We are now witnessing the consequences of the backslide. Thirty-three countries reported significant measles outbreaks last year, up from 22 countries in 2021. Polio is reappearing in places that had previously been declared polio-free, including London and New York. Cholera and other vaccine-preventable diseases are rising sharply.
This is a genuine cause for alarm. We must redouble our work with governments to ensure vaccines reach every child and help leaders understand the social and behavioral drivers of vaccination. We need community-specific strategies to promote vaccine uptake: through conversations with informed healthcare workers, via research-backed social media posts, and by just plain improved word-of-mouth.

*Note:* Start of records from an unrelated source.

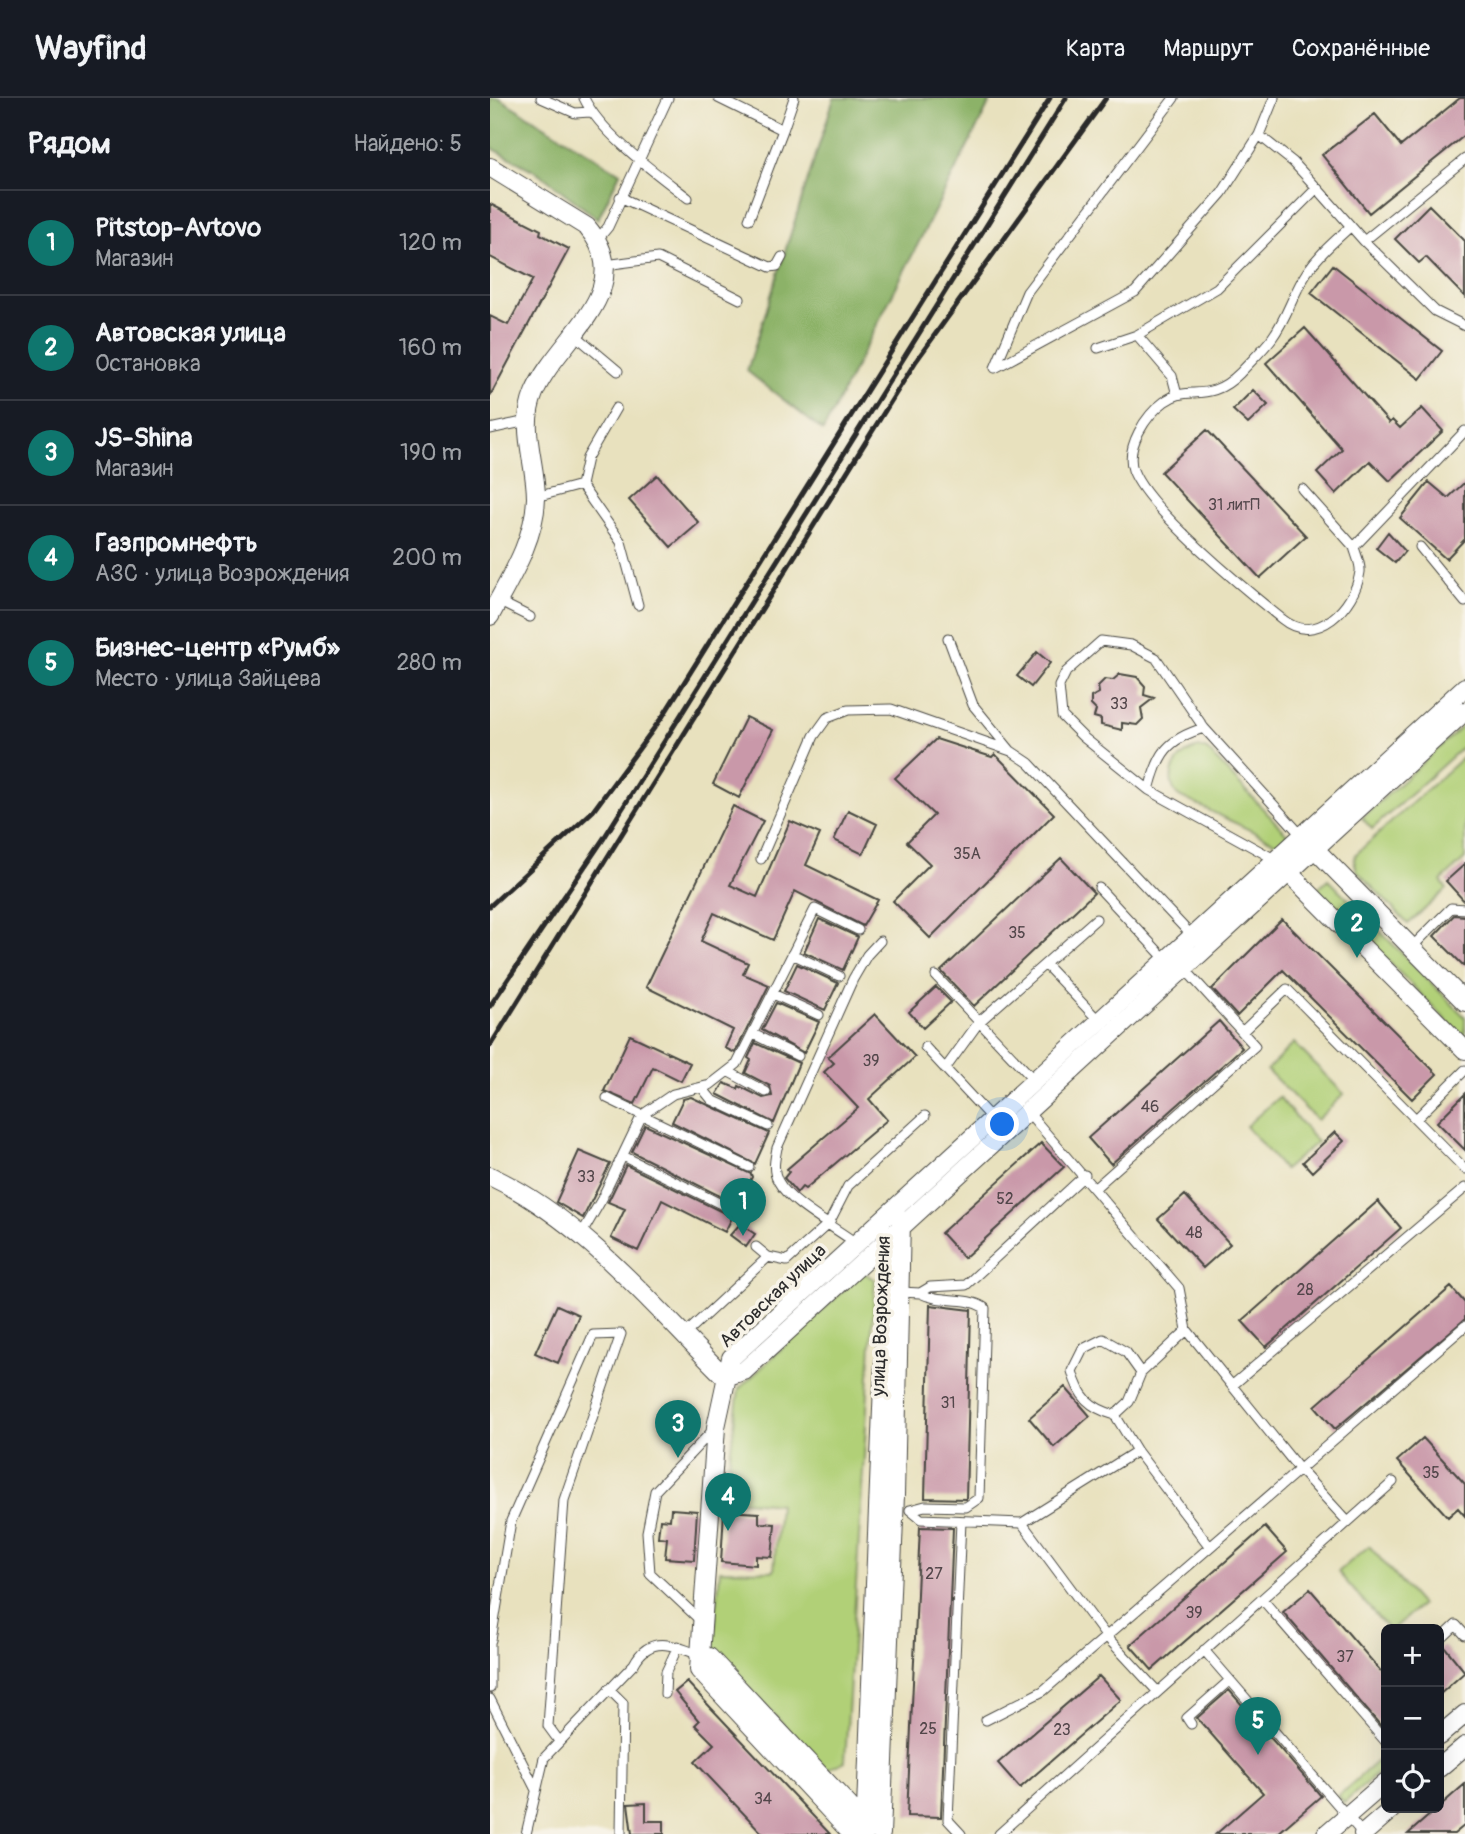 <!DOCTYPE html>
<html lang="ru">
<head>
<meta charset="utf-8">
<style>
	:root { --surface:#171b24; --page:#242831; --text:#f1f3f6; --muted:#9ea1a6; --line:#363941; --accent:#0f766e }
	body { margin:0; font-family:Pangolin,sans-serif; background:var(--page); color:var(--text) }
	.controls { position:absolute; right:21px; bottom:21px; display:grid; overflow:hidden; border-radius:10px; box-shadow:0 7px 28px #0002 }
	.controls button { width:63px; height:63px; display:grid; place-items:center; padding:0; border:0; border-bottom:2px solid var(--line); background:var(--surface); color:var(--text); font:35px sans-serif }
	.you { position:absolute; left:513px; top:1027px; width:24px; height:24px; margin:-18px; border:5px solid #fff; border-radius:50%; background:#1a73e8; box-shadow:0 0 0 10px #1a73e833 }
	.badge { display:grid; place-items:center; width:46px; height:46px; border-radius:50%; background:var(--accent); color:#fff; font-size:23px; font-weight:700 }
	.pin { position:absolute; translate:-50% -58px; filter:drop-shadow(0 2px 4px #0008) }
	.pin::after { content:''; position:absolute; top:37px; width:24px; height:21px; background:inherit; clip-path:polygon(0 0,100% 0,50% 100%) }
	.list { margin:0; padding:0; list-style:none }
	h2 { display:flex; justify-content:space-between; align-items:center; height:91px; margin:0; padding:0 28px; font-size:30px }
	h2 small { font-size:23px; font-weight:400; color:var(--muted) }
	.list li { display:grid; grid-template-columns:46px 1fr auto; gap:21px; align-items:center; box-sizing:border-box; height:105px; padding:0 28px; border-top:2px solid var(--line) }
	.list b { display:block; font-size:26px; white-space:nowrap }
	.list p { margin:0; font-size:23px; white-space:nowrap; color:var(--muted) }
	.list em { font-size:23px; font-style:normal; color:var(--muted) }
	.icon { flex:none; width:38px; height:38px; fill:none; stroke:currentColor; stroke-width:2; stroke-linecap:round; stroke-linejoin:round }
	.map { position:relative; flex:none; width:975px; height:1736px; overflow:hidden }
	header { display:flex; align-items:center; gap:42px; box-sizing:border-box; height:98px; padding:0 35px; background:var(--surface); border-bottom:2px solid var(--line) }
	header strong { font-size:33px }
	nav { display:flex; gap:38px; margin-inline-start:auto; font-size:24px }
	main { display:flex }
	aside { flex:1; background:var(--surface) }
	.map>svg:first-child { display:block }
	.green { fill:#b1d077; stroke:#6e7e51; stroke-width:2 }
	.forest { fill:#8cb268; stroke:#5c6e4a; stroke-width:2 }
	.building { fill:#c998a9 }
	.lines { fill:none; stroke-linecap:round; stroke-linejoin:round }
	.lane-casing { stroke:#474641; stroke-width:11 }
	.street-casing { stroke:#474641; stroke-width:20 }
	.lane { stroke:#fff; stroke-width:9 }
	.street { stroke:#fff; stroke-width:18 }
	.rail { stroke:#2b2b2b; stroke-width:5 }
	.labels { text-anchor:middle; stroke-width:7; stroke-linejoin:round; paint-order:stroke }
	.number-label { font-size:16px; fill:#52464a }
	.street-label { font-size:19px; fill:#2b2b2b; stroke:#f7f3e8 }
</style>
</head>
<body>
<header>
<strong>Wayfind</strong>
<nav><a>Карта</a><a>Маршрут</a><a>Сохранённые</a></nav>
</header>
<main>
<aside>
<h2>Рядом<small>Найдено: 5</small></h2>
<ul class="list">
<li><span class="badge">1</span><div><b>Pitstop-Avtovo</b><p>Магазин</p></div><em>120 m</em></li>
<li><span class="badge">2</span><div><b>Автовская улица</b><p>Остановка</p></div><em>160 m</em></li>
<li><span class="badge">3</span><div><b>JS-Shina</b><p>Магазин</p></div><em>190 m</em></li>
<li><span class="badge">4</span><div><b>Газпромнефть</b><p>АЗС · улица Возрождения</p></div><em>200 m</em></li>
<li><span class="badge">5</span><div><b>Бизнес-центр «Румб»</b><p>Место · улица Зайцева</p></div><em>280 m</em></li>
</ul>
</aside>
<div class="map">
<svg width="975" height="1736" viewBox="0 0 975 1736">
	<rect width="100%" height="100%" fill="#f7f3e8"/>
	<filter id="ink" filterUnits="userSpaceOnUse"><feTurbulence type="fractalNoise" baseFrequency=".0143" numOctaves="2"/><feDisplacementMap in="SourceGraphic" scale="14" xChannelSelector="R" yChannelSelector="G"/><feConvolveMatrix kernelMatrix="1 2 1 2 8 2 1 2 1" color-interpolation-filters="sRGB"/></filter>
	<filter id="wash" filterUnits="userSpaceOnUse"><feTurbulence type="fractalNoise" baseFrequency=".00686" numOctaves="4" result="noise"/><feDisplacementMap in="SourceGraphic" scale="28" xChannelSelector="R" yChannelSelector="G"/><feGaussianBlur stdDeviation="1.57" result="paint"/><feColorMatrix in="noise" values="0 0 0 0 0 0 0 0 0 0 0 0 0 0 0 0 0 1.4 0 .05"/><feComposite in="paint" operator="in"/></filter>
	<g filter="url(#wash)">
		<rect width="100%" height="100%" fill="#e8e1be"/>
		<path class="green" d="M975 626V647L882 731 872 720Z
			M710 650 717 652 797 736 798 740 791 747 687 697C673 677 688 654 710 650Z
			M975 657V761L951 783 957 791 918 826 867 773 864 762 866 756Z
			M838 781 975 919V941L827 791Z
			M804 945 854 996 827 1022 777 972Z
			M789 999 827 1044 794 1072 756 1028Z
			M373 1174 385 1182 355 1663 337 1672 223 1553 230 1472 284 1473 289 1406 234 1401 249 1291Z
			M879 1448 931 1507 902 1531H898L848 1474Z
			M894 1657 896 1668 854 1705 848 1698Z"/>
		<path class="forest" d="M0 0H9L130 75 108 121 50 76 0 49Z
			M344 0H502L333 333 257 273Z"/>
		<g id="blocks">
			<path class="building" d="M970 0H975V37L879 115 832 57 885 16 911 48Z
				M0 106 51 132 50 136 79 151 0 298V218L18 227 43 181 0 159Z
				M939 107 975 143V199L936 159 929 165 905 141Z
				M843 167 952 253 930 281 821 195Z
				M815 230 899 325 902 322 910 330 932 310 953 333 900 383 880 363 846 396 827 375 852 351 776 265Z
				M763 292 778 307 758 326 743 312Z
				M717 332 816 438 770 480 671 374Z
				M167 377 209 425 181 449 139 402Z
				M939 384 958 400 975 384V441L956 461 910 420Z
				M898 434 915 453 905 465 886 450Z
				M547 554 560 565 541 589 527 578Z
				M630 576 647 579 655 588 654 597 664 600 651 610 653 621 647 627 632 625V632L611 627V621L604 619 606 612 601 607V599L609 595 608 588 615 581 623 582Z
				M256 619 283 632 249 700 223 686Z
				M446 641 502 659 505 656 564 716 440 840 403 803 440 766 417 744 444 717 405 680Z
				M243 708 273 723 240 787 267 799 300 723 330 736 316 767 388 802 373 828 305 793 283 842 224 815 211 843 258 865 253 876 279 887 245 955 235 950 243 932 156 889Z
				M358 712 387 726 373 756 344 742Z
				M571 760 604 795 484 908 451 873Z
				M975 766V804L956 783Z
				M964 817 975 818V869L944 838Z
				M329 821 368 839 353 872 314 854Z
				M792 821 947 976 922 1001 793 872 747 918 722 891Z
				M307 866 348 885 335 912 294 893Z
				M446 889 461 904 433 930 419 914Z
				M286 905 329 924 314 955 272 932Z
				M385 916 425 959 379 1001 397 1022 315 1091 312 1089 307 1095 294 1080 299 1074 297 1071 368 1010 334 974 344 965 338 959Z
				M729 923 752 950 621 1066 598 1040Z
				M140 937 200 965 191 983 163 969 145 1006 114 993Z
				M265 945 309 965 284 1025 227 996 234 985 248 991 249 988 273 1000 282 998 280 988 255 975 261 962 258 960Z
				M975 996V1052L947 1024Z
				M201 999 279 1035 265 1066 182 1024 193 1001Z
				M155 1027 261 1076 262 1079 235 1134 172 1102 148 1153 121 1140 135 1111 118 1104 136 1067 236 1116 246 1112 242 1104 142 1054Z
				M845 1034 854 1043 822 1074 813 1064Z
				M551 1045 574 1069 474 1160 451 1135Z
				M89 1053 120 1066 93 1120 66 1104Z
				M695 1097 740 1146 713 1170 668 1121Z
				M888 1103 911 1130 776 1249 752 1223Z
				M250 1126 265 1136 256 1149 240 1137Z
				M961 1189 975 1205V1221L845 1331 825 1308Z
				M67 1207 89 1217 68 1265 45 1255Z
				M440 1207 481 1212 476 1401 435 1400Z
				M575 1289 600 1318 564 1349 539 1320Z
				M933 1340 975 1386V1418L968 1410 958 1419 907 1363Z
				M181 1411 207 1413 204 1462 175 1460 177 1440 168 1439 170 1421 180 1422Z
				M234 1413 269 1415V1425L285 1426 282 1459 266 1458V1467L231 1464Z
				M430 1429 463 1430 451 1719 417 1718Z
				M775 1429 797 1454 662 1572 640 1547Z
				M820 1491 896 1579V1634L793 1514Z
				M954 1548 975 1574 949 1597V1550Z
				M609 1578 631 1602 530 1690 508 1665Z
				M197 1584 222 1611 340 1736H273L205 1664 224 1646 205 1627 209 1623 185 1594Z
				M739 1592 831 1698 787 1736H726L773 1695 707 1620Z
				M975 1686V1727L964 1736H918Z
				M156 1705V1723H174V1736H142L138 1706Z"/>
		</g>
	</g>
	<g filter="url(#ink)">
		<use href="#blocks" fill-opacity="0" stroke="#474641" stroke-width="2"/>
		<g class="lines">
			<defs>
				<path id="lane" d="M51 0 85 15 100 14
					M94 0C111 36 166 75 198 100
					M228 0 293 32 304 0
					M784 0 769 37 803 64 827 90
					M130 99 280 169 287 168 292 159
					M259 121 293 32
					M861 128C845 143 829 156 817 174 803 195 797 220 782 240 773 252 761 263 750 275 717 308 698 285 674 304 656 317 635 349 643 372 657 411 757 493 792 521 826 549 865 509 870 474 871 466 866 457 864 449L975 333
					M108 141 118 129 178 0
					M874 143 975 61
					M115 167 168 160 250 201
					M84 236 128 273
					M647 237 682 278 687 297
					M608 250 647 237 727 190 827 90 874 143 945 213 975 228
					M505 270 645 194 732 95 769 37
					M505 270 537 194 684 0
					M0 331 37 323
					M91 387 131 444 148 507
					M812 391 864 449
					M46 399 91 387 97 360 126 310
					M930 449 975 504
					M8 503 40 519
					M458 540 483 607 520 652
					M659 692C668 656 677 641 714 630
					M271 761 324 638 337 620 358 612 401 611 521 653 539 665 704 840
					M786 762 659 692 593 639 572 618 569 588 576 574 611 543 641 547 666 560 714 630 812 738
					M609 790 678 864
					M921 850 961 810 975 811
					M302 856 349 878
					M555 866 611 925
					M446 878 546 984
					M283 896 329 917
					M752 934 797 891 975 1071
					M263 936 308 958
					M435 949 503 1022
					M455 971 489 924 606 821
					M239 974 276 994
					M213 991 222 1002 278 1028
					M117 1000 259 1069
					M926 1021 975 972
					M133 1058 239 1110
					M605 1090 765 948 693 869
					M115 1094 152 1017 183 996 220 987 247 966 325 811 368 832
					M91 1137 113 1099
					M367 1146C345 1129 300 1106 288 1083 282 1072 285 1061 287 1050L363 881 377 857 390 843
					M266 1149 278 1159 297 1163 339 1125 358 1088 435 1018
					M411 1194 430 1195 440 1189 476 1187 595 1077
					M193 1238 278 1159
					M651 1275 697 1232
					M744 1286 975 1090
					M420 1412 435 1408 476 1409 489 1400 495 1210C475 1197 451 1206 430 1195
					M420 1412 431 1421 532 1425 647 1353
					M471 1423 458 1722 471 1736
					M858 1424 903 1384
					M532 1425 616 1538 668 1594
					M720 1449 975 1228
					M772 1501 896 1644
					M212 1524 160 1475 157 1434 165 1393 225 1330
					M0 1540V1590
					M1 1542 21 1423 103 1237 131 1236 74 1402 58 1628 69 1643
					M949 1543 966 1527 975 1537
					M714 1552 873 1736
					M119 1591 133 1605 131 1736
					M175 1596 176 1574 188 1548
					M0 1601 46 1692
					M496 1622 553 1593 720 1449 647 1353 625 1317C600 1310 589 1299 582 1273L593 1251 613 1241 636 1254 651 1275 639 1304 625 1317
					M701 1626 697 1620 740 1582
					M36 1736 54 1660 144 1566C159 1537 183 1546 209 1557
					M509 1736 858 1424 810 1372 697 1232 689 1190 537 1013"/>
				<path id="street" d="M0 69 97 129C151 192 67 240 44 295 29 331 46 363 46 400 45 442 19 482 0 518
					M817 743 975 904
					M791 767 975 952
					M0 1078C94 1122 163 1208 235 1279
					M235 1279 254 1273 975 613
					M209 1557 219 1559 380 1730
					M949 1638 975 1616
					M949 1670 975 1648
					M362 1736 209 1572 226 1329 241 1260 975 589
					M375 1736 399 1136
					M391 1736 405 1397 411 1122
					M836 1736 896 1684
					M873 1736 903 1710"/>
			</defs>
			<use href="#lane" class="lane-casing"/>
			<use href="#street" class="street-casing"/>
			<use href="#lane" class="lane"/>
			<use href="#street" class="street"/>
			<path class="rail" d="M0 808 103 713 173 618 560 0
				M0 908 114 740 576 0
				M0 948 426 263 616 0"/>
		</g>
	</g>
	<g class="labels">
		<g class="number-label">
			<text x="744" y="412">31 литП</text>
			<text x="629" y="611">33</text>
			<text x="477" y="761">35А</text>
			<text x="527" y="840">35</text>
			<text x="381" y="968">39</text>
			<text x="660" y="1014">46</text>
			<text x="96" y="1084">33</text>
			<text x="515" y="1106">52</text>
			<text x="704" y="1140">48</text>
			<text x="815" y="1197">28</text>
			<text x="458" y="1310">31</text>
			<text x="941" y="1380">35</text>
			<text x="444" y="1481">27</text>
			<text x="704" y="1520">39</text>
			<text x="855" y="1564">37</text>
			<text x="438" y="1636">25</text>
			<text x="572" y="1637">23</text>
			<text x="273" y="1706">34</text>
		</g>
		<g class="street-label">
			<text transform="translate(282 1197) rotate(-44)" y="7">Автовская улица</text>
			<text transform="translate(390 1218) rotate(-88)" y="7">улица Возрождения</text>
		</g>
	</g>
</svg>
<div class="controls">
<button>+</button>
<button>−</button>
<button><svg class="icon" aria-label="locate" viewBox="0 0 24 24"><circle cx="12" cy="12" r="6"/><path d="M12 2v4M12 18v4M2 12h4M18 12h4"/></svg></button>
</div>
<div class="you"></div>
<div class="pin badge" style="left:253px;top:1138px">1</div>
<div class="pin badge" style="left:867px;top:860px">2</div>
<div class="pin badge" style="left:188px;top:1360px">3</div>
<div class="pin badge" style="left:238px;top:1433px">4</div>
<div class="pin badge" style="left:768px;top:1657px">5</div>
</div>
</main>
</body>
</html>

Parents want the best for their children, but for that to happen, they need access to vaccines and, now more than ever, they need access to facts.
That will take a global effort. We must do more to provide verified information, debunk myths around vaccines, and tackle the real-life consequences of misinformation online, in print and in our communities. Proactive strategies are needed to counter the relatively limited number of highly prominent anti-vaccine voices online. And we must work with social media platforms and regulators to tackle the causes and consequences of fast-spreading, pernicious falsehoods, generated by a small number of individuals with questionable motivations.
And we need to better engage the public and parents on the long history of safe and effective childhood vaccines. Two centuries ago, Edward Jenner encountered similar challenges in winning the confidence of parents in his discovery. But Jenner was making the case for what was then a new form of treatment. Today, our biggest strength is 200 years of countless lives saved and entire diseases wiped from the planet. We just have to spread the word.
Catherine Russell serves as UNICEF's 8th executive director, overseeing the organization's work for children in over 190 countries and territories.
The views expressed in this article are the writer's own.